I will not claim to know the intricacies of Christian Domestic Discipline because that is not the relationship I live. If a Christian man punishes his wife because when they married she vowed to obey him AND gave her consent for him to punish her if she failed in her duties, then I am okay with that. If on the other hand a Christian or a man of any religion punishes or beats his wife because the bible, another book of religion, or his God said it is okay but he does not have the consent of his wife, then I am NOT OKAY with that. Discipline without consent is abuse. I don’t care who tells someone they can discipline their partner. If it isn’t the one on the receiving end of the punishment, then it is abuse.

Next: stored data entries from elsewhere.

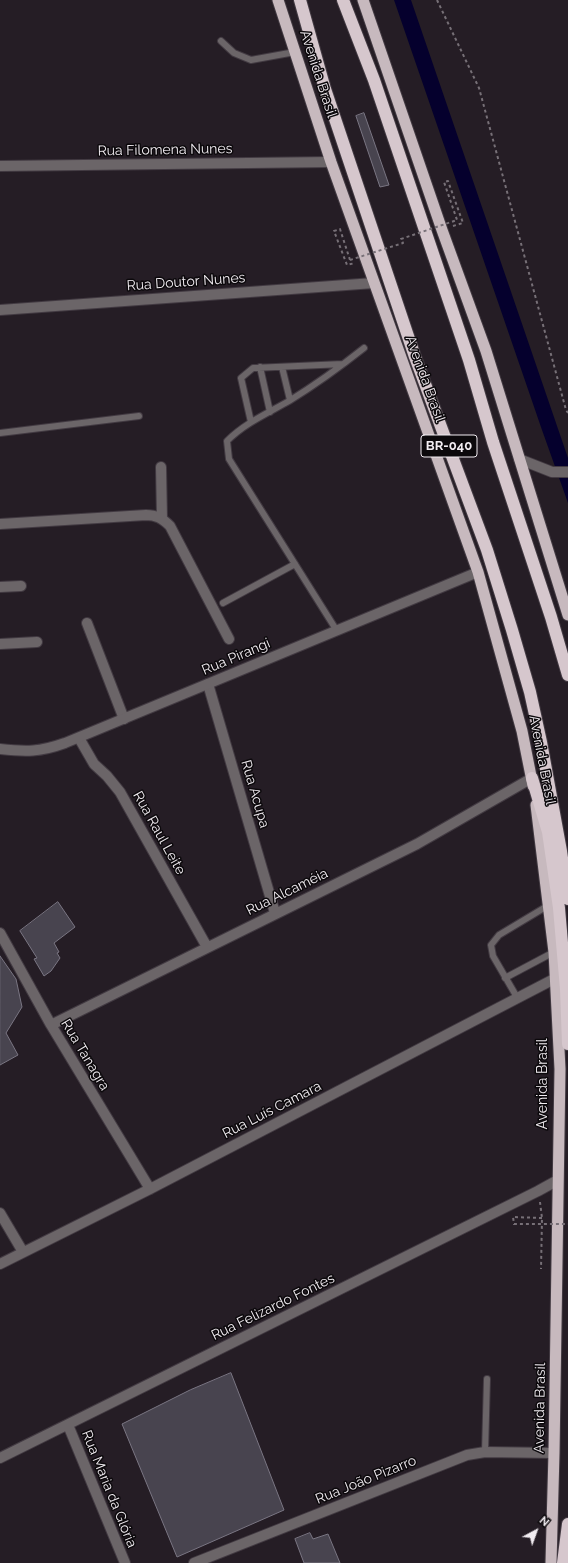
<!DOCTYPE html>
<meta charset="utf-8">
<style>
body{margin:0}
#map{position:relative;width:568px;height:1563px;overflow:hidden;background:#251d25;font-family:Raleway,sans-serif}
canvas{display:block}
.north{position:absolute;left:516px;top:1511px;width:40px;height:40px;-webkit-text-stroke:3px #0c090c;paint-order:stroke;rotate:41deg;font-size:11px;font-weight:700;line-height:16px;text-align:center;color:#f2edf2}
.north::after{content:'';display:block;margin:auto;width:14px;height:18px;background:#f2edf2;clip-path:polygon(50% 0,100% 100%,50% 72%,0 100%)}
</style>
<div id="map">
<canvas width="568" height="1563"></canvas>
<div class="north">N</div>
</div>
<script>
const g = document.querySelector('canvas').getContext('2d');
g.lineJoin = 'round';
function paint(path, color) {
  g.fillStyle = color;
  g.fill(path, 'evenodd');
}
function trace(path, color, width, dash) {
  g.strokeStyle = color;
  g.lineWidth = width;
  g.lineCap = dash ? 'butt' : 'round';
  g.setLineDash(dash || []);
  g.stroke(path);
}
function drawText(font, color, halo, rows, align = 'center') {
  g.font = font + ' Raleway,sans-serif';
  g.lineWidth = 3;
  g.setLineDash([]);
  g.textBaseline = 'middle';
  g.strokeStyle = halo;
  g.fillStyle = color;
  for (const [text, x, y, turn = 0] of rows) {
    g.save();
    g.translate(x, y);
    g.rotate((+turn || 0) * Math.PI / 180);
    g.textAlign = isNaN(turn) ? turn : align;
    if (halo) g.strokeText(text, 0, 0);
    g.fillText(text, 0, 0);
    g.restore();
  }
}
paint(new Path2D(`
 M394 0H411L568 458V503L542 430Z`), '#05002d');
const building = new Path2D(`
 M364 113 389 185 380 187 356 116Z
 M58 902 75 927 54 943 59 952 57 953 60 958 51 971 44 976 34 959 37 958 20 931Z
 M0 956 16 979 22 1007 6 1033 18 1055 0 1065Z
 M231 1373 284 1510 177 1557 122 1424 190 1390Z
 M310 1533 313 1539 328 1534 340 1563H304L295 1539Z`);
paint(building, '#48444f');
trace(building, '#7a7683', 1);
const service = new Path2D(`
 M221 41 234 53 251 60 295 52
 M260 367 270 412
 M282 367 290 400
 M251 422 241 378 253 368 343 364
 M0 433 139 416
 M223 603 295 564
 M337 631 229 459 227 441C245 423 268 413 289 401 315 385 340 367 364 348
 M505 978 554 952
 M518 999 493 956 491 945 499 935 549 905
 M485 1452 487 1379`);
const minor = new Path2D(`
 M0 166 331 162
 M0 310 374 283
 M519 459 552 472H568
 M161 467 162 519
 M0 524 146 515C156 515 162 518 170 526L229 639
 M0 587 21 586
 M87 623 124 719
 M0 644 37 642
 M208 684 275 913
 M79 738 94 764 107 776 120 792 207 947
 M0 933 51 1025 150 1189
 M51 1025 417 844 532 778
 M0 1213 23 1252
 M0 1264 150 1189 556 978
 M68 1425 125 1563
 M0 1458 538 1191 558 1180
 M194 1563 467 1455 485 1452 554 1453`);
const tertiary = new Path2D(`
 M0 749C26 752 40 752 65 743L478 572`);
const trunk = new Path2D(`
 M278 0 331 162 478 572 522 731 533 786
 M363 0 442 230 486 351 568 615
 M536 805 554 952 560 1069 554 1453 551 1563`);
const motorway = new Path2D(`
 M300 0 325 89 415 357 487 550 512 630 530 692 541 742 561 851 568 899
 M343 0 374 80 469 360 493 442 551 617 568 675
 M532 778 548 832 559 908 566 989 568 1044
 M563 1563 568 1524`);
trace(service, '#423a42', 8);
trace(minor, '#423a42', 12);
trace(tertiary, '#423a42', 12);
trace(trunk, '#423a42', 13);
trace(motorway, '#423a42', 14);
trace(new Path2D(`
 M437 0 479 88 566 410 568 413
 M453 226 463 223 448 181 444 182 457 220
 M350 260 340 229 334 231 347 265 355 263
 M540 1202 542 1218 541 1269`), '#777077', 2, [3, 3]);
trace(service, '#6b6568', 6);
trace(minor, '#6b6568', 10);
trace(tertiary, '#6b6568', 10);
trace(trunk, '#c7b9be', 11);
trace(motorway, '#d6c7cd', 12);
trace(new Path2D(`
 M350 260 403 243 401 239 457 220
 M542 1218 513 1217 514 1224H568`), '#777077', 2, [3, 3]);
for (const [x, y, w] of [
 [449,446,56]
]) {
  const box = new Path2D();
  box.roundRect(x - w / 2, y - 11, w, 22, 3);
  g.fillStyle = '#0c090c';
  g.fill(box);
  trace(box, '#f2edf2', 1);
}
drawText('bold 13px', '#f2edf2', null, [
 ["BR-040",449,446]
]);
drawText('14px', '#f2edf2', '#0c090c', [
 ["Avenida Brasil",318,74,72],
 ["Rua Filomena Nunes",165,150,-1],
 ["Rua Doutor Nunes",186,282,-4],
 ["Avenida Brasil",425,379,70],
 ["Rua Pirangi",236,657,-23],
 ["Avenida Brasil",542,760,79],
 ["Rua Acupa",255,794,74],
 ["Rua Raul Leite",159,833,61],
 ["Rua Alcaméia",287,892,-26],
 ["Rua Tanagra",85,1055,59],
 ["Avenida Brasil",543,1084,-90],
 ["Rua Luís Camara",272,1110,-27],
 ["Rua Felizardo Fontes",273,1307,-26],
 ["Avenida Brasil",540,1408,-89],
 ["Rua João Pizarro",366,1480,-22],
 ["Rua Maria da Glória",109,1489,68]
]);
</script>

All of this goes back to any type of power exchange relationship be it Mistress and submissive, slave and Master, domestic discipline with a kinky twist (this is the one Beauty and I live), or strictly Christian domestic discipline. The one in charge must have the consent of the person on the receiving end of the physical correction. That said:
Anyone can abuse their power even if their partner has consented. boundaries must be set up and limits adhered to.
Correction doesn’t mean beating the hell out of someone. When I spank Beauty for a failure to do as she is told, I use the hairbrush and deliver a good hard spanking on her ass, but it doesn’t leave her in terrible pain for days. I can certainly get my point across without going overboard. I love her and don’t enjoy punishing her.

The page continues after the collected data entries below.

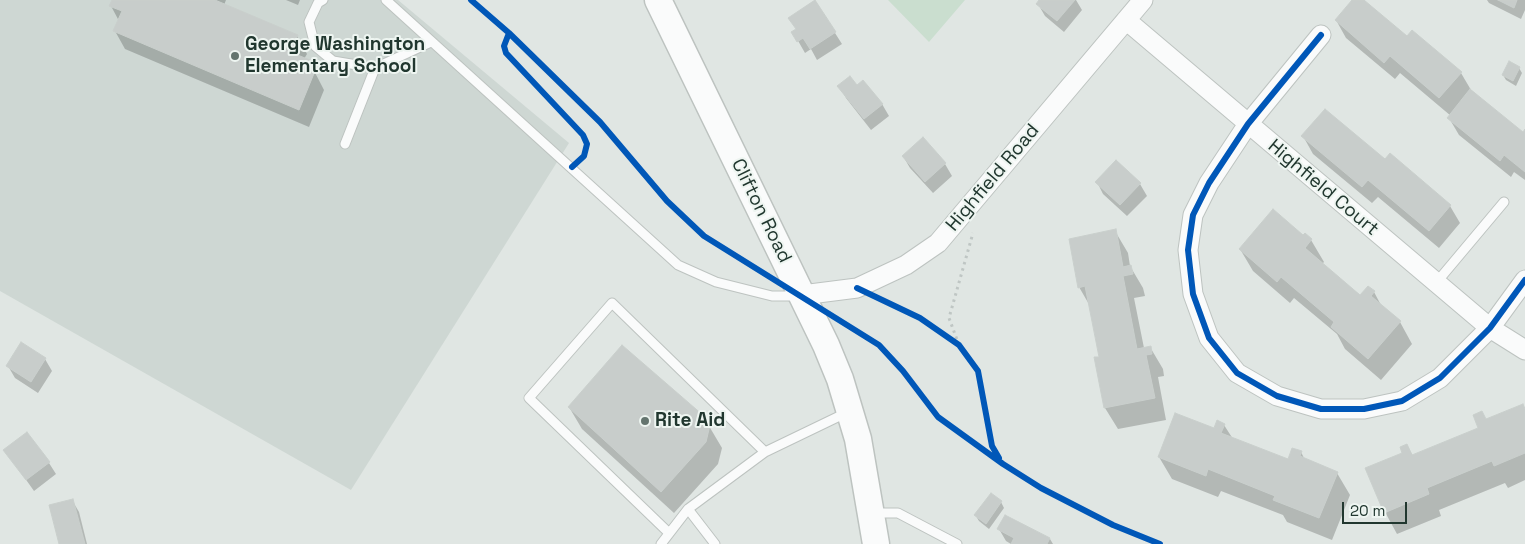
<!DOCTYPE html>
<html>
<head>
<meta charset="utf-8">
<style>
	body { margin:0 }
	#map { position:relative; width:1525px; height:544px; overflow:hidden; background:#e0e6e3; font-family:"Space Grotesk",sans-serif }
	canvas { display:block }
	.scale { position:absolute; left:1342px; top:502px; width:65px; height:22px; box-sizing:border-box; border:2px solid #21372f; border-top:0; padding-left:6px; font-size:15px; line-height:18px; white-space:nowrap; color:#21372f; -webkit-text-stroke:4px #eef5f1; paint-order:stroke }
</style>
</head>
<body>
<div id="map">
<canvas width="1525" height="544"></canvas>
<div class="scale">20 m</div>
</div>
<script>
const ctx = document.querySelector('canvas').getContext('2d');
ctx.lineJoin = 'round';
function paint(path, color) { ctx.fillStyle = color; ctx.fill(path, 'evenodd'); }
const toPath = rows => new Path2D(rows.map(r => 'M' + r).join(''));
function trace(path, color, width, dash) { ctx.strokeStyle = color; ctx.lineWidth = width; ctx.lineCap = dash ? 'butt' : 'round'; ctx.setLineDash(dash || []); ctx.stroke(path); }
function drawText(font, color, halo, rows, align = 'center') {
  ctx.font = font + ' "Space Grotesk",sans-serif'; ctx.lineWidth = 4; ctx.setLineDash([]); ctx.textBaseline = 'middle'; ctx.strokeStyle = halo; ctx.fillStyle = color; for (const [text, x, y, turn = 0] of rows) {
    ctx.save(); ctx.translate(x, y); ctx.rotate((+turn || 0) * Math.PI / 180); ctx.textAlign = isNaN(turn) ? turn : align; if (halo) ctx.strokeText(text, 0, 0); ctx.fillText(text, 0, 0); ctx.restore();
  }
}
paint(toPath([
	[0,0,398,0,569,143,351,490,0,291]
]), '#ced7d3');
paint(toPath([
	[888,0,965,0,929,42]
]), '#cadecf');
paint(toPath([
	[113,0,226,0,224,5,297,36,307,54,304,59,309,61,324,90,309,127,125,49,115,31,119,21,111,6],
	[286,0,300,0,298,5],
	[1041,0,1076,0,1082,10,1064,32,1045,16,1038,4],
	[1354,0,1362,0,1407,38,1461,73,1471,90,1523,134,1525,131,1525,180,1514,172,1511,177,1459,135,1449,118,1451,116,1400,73,1395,79,1346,38,1336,20],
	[1487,0,1525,0,1525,10,1521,19,1489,3],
	[793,32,835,33,842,44,817,60,811,49,805,53],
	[1519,68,1522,73,1516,86,1506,80,1503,75],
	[839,86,882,104,889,116,871,130,846,98],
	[1303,136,1385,161,1450,206,1460,223,1439,248,1378,197,1372,203,1313,154],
	[923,139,945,164,952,176,933,193,910,168,903,156],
	[1097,182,1140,184,1147,196,1127,216,1103,194],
	[1115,231,1128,253,1130,266,1143,288,1145,296,1134,298,1144,348,1150,347,1163,369,1164,376,1158,377,1166,420,1118,429,1105,408,1100,358,1090,306,1079,287],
	[1305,235,1311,240,1324,262,1322,264,1361,296,1374,292,1382,307,1400,322,1412,344,1381,380,1345,349,1337,334,1294,298,1290,303,1253,271,1240,249,1303,236],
	[45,359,52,371,38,393,15,378,8,366],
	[569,407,709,426,722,448,718,464,674,513,582,429],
	[1525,410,1525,480,1508,488,1505,483,1439,510,1441,516,1397,534,1385,512,1407,445,1413,456,1480,429,1486,420],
	[1224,425,1233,439,1288,461,1301,452,1305,460,1337,473,1350,495,1332,540,1287,522,1283,515,1221,491,1218,497,1172,479,1159,457],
	[5,450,49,463,56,474,34,491],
	[72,500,79,512,87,544,60,544],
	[1001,502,1004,508,989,529,979,521,976,516],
	[999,529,1050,539,1053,544,1011,544,1006,541]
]), '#0003');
const building = toPath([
	[112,0,215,0,298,35,290,52,310,60,307,68,315,71,299,110,113,31,122,11,109,6,112,0],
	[815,0,836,32,810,49,803,38,797,42,791,32,796,29,788,18,815,0],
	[1039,0,1075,0,1057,21,1036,4,1039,0],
	[1352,0,1364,0,1407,36,1412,30,1462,72,1439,98,1390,56,1384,63,1335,20,1352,0],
	[1498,0,1517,0,1514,8,1498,0],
	[1509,61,1520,67,1513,81,1502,75,1509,61],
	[850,76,857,85,863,80,883,104,864,119,837,86,850,76],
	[1470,89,1523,132,1525,129,1525,172,1504,155,1500,161,1447,118,1470,89],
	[1325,109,1385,159,1390,153,1451,205,1429,231,1368,180,1362,187,1301,136,1325,109],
	[923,137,946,163,925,182,902,156,923,137],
	[1116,160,1141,183,1120,205,1095,182,1116,160],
	[1273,209,1303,235,1305,233,1312,239,1305,248,1360,295,1368,286,1375,291,1371,296,1401,321,1368,359,1331,327,1334,322,1281,277,1277,282,1239,249,1273,209],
	[1116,229,1123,267,1131,265,1133,274,1123,276,1137,349,1151,346,1152,354,1146,355,1155,398,1104,408,1094,357,1099,357,1085,286,1078,288,1069,239,1116,229],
	[21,342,46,358,31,382,6,366,21,342],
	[622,345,704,416,710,425,706,442,661,492,568,407,622,345],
	[1523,404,1525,409,1525,453,1494,466,1492,461,1427,488,1429,494,1384,513,1365,468,1402,453,1400,447,1407,444,1412,455,1478,428,1473,415,1482,411,1486,419,1523,404],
	[1175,413,1214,428,1217,420,1225,424,1221,433,1288,459,1292,448,1302,451,1300,456,1338,472,1319,518,1273,500,1275,496,1208,469,1206,476,1158,457,1175,413],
	[27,432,50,462,26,480,3,450,27,432],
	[991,493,1002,501,986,524,974,515,991,493],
	[73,499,85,544,59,544,49,505,73,499],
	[1005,515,1050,538,1047,544,1011,544,1014,538,997,529,1005,515]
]);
paint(building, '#c8cdcb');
trace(building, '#c9cfcc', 1);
const lane = toPath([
	[323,0,318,3,309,22,315,46,333,61,375,68,431,42],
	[386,0,678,265,716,282,772,296,798,296],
	[345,144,375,68],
	[1436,283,1504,202],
	[872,513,898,513,957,544],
	[669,533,529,398,612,303,765,452,848,412],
	[661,544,688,509],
	[715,544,688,509,765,452]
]);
const street = toPath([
	[1126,20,1490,328,1525,350],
	[1321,35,1248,124,1209,183,1193,215,1188,250,1193,294,1209,338,1237,373,1277,396,1321,409,1364,409,1402,401,1440,378,1490,328,1525,280],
	[802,295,857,288,906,265,938,243,1143,0]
]);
const secondary = toPath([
	[658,0,826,345,840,379,858,439,876,544]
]);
trace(lane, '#bdc3c0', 11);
trace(street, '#bdc3c0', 21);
trace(secondary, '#bdc3c0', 29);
trace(toPath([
	[959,345,949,318,973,233]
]), '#bfc6c4', 3, [2.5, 4]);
trace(lane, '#fafbfb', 9);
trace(street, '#fafbfb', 19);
trace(secondary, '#fafbfb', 26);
trace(toPath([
	[471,0,509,33,600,122,667,201,704,236,879,345,903,371,938,417,1003,464,1041,488,1113,525,1160,544],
	[509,33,504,46,506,53,583,135,587,144,584,156,572,167],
	[1321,35,1248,124,1209,183,1193,215,1188,250,1193,294,1209,338,1237,373,1277,396,1321,409,1364,409,1402,401,1440,378,1490,328,1525,280],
	[857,288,920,318,959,345,978,371,992,446,999,458]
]), '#0057b8', 6);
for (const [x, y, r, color] of [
	[235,56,5,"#64746e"],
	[645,421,5,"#64746e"]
]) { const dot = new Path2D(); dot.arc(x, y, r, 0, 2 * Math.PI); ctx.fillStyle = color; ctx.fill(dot); trace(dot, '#eef5f1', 2); }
drawText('bold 19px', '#21372f', '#eef5f1', [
	["George Washington",245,45],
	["Elementary School",245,67],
	["Rite Aid",655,421]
], 'left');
drawText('19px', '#21372f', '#eef5f1', [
	["Highfield Road",993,178,-50],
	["Highfield Court",1323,188,40],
	["Clifton Road",761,211,64]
]);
</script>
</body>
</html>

Discipline should NEVER occur when the one in charge is angry. As dominants, we must first control ourselves.
Domestic Discipline is meant to strengthen a relationship. It keeps Beauty grounded and gives her structure. Any punishment is given with love and cuddles and forgiveness is given after.
Abuse is abuse, and it is NOT Domestic Discipline. Abuse is not given with love. Abuse doesn’t leave the one who has been beaten feeling forgiven and cherished. Abuse is simply not domestic discipline because it is administered without consent. Abuse goes beyond the limits of any consent if the one punished feels the need to press charges. I support their decision even if consent was given, because going beyond limits is inexcusable.
Domestic Discipline is a loving, structure relationship where the dominant cares for the submissive/wife/husband deeply and meets all their needs both physically and mentally. While the one on the receiving end of the spankings does serve and obey the dominant, it isn’t all about the dominant. I must see to Beauty’s needs first in all I do. She sees to and cares for me and our home while I care for us. It is a give and take relationship built by love and communication.
Those who label domestic discipline as abuse don’t have the facts. The dominant in a power exchange relationship can lose control and become abusive. If this happens then charges are appropriate and should be made, but disciplining in such a severe way is not the norm. The norm is a relationship built on love, trust, nurturing, and support.